Exercise: Filter the entries for the word "function". Copy each line in which it occurs.

Information given:
══════════════════════════════

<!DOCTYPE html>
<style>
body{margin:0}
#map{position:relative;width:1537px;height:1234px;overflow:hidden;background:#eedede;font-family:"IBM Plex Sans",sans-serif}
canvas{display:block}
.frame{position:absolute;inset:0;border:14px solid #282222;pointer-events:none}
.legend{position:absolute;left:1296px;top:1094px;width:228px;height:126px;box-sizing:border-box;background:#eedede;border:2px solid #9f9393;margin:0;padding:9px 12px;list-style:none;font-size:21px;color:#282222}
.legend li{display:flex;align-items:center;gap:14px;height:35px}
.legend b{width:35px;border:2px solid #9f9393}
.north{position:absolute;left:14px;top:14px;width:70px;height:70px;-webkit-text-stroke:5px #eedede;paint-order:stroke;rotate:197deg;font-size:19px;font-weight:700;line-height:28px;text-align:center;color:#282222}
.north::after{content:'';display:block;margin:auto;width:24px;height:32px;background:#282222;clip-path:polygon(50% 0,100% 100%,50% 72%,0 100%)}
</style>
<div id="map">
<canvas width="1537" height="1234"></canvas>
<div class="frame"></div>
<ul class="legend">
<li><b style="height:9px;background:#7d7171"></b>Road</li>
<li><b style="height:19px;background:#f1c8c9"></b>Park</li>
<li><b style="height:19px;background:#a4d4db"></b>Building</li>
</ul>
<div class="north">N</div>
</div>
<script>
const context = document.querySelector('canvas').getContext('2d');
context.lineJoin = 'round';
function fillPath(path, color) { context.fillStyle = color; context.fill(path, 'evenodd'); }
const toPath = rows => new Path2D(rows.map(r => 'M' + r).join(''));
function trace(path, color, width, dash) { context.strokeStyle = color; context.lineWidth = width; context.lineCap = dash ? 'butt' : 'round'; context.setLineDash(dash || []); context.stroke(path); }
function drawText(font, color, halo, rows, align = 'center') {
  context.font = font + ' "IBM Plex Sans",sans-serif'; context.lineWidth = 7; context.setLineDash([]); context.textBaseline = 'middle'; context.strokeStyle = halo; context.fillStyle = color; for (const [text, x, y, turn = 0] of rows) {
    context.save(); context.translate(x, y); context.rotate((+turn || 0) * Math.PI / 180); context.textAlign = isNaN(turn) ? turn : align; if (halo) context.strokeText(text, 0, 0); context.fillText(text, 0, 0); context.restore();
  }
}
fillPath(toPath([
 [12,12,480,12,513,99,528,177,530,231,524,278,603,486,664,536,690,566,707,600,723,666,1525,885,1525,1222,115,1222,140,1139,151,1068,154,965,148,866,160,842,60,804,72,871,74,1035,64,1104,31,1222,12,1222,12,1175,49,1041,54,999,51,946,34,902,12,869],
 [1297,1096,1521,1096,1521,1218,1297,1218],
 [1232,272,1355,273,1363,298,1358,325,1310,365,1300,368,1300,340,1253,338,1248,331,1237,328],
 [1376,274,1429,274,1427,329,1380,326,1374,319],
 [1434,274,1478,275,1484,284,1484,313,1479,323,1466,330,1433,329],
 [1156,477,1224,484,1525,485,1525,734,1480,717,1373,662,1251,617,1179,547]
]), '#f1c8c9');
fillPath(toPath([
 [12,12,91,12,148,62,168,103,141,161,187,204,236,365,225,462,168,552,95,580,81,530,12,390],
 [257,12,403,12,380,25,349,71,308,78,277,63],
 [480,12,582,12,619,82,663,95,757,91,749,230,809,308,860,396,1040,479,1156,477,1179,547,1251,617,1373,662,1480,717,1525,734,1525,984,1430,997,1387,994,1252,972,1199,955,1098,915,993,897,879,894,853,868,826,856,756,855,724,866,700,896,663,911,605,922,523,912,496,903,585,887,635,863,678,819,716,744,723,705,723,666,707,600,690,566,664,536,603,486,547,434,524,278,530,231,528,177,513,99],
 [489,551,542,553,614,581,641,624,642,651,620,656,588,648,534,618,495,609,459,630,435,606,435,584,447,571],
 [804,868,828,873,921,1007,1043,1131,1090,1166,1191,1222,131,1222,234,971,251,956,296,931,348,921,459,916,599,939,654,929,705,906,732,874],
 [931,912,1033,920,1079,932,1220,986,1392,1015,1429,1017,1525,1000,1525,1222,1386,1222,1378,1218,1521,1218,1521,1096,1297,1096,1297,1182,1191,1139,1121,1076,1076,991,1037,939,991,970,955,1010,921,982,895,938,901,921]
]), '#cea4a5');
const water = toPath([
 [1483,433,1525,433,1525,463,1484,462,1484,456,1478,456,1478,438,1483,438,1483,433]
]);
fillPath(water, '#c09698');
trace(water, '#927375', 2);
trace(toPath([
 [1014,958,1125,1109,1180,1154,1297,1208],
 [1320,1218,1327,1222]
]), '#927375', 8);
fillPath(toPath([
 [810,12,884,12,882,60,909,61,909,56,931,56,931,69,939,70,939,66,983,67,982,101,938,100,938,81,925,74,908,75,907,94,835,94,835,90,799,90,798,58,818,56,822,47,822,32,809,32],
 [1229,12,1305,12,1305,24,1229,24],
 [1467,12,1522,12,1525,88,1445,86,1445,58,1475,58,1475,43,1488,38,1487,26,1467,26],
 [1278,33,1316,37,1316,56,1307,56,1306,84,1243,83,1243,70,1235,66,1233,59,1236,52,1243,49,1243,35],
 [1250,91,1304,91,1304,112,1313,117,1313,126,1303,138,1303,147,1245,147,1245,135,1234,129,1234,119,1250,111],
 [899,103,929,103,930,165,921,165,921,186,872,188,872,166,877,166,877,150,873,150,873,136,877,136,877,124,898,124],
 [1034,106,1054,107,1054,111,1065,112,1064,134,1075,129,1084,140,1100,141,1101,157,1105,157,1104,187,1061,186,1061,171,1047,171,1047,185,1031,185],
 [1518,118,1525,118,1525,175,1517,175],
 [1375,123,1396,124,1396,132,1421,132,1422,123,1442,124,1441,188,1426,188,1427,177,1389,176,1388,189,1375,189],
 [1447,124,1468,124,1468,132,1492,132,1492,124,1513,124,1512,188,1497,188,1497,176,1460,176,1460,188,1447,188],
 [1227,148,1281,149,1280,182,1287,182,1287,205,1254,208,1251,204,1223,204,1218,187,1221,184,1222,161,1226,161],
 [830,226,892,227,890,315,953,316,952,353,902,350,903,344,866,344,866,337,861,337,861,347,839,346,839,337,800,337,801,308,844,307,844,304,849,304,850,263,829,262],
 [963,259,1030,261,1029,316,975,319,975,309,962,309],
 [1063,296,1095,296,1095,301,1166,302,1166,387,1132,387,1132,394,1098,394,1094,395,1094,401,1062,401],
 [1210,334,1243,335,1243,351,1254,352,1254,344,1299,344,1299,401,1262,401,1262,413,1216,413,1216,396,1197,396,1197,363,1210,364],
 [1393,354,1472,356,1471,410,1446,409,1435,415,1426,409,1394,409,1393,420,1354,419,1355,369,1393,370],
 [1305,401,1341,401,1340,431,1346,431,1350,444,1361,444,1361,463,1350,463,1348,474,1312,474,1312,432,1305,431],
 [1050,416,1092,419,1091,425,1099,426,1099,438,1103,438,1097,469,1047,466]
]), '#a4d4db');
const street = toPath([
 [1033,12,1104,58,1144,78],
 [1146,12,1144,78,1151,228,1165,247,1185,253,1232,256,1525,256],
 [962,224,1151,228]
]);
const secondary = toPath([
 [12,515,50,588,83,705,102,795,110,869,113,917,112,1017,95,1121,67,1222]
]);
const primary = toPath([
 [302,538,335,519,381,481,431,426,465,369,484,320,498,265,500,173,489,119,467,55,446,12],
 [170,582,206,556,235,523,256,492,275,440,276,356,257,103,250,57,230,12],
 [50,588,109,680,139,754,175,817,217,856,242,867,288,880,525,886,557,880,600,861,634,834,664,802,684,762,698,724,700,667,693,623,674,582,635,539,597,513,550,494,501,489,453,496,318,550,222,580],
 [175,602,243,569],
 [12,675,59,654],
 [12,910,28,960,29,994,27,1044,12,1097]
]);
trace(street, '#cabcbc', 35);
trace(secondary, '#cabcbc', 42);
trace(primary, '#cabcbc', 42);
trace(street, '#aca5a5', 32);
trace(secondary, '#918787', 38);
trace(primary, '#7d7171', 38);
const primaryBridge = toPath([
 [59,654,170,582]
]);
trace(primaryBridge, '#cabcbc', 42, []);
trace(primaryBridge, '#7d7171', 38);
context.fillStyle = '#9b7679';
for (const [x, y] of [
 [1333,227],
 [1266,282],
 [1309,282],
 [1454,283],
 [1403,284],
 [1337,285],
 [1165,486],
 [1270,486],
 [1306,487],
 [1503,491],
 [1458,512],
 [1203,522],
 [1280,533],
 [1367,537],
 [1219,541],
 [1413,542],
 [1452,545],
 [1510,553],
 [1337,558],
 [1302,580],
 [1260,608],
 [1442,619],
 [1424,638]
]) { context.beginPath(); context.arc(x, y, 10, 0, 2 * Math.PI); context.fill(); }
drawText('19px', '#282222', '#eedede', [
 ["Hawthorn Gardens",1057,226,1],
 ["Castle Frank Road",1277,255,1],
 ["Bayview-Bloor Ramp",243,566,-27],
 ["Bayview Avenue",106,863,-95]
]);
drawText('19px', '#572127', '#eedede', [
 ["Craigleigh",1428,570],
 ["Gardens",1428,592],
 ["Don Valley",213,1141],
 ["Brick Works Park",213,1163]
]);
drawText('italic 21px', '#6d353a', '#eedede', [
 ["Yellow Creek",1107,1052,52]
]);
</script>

══════════════════════════════

Answer section:
function fillPath(path, color) { context.fillStyle = color; context.fill(path, 'evenodd'); }
function trace(path, color, width, dash) { context.strokeStyle = color; context.lineWidth = width; context.lineCap = dash ? 'butt' : 'round'; context.setLineDash(dash || []); context.stroke(path); }
function drawText(font, color, halo, rows, align = 'center') {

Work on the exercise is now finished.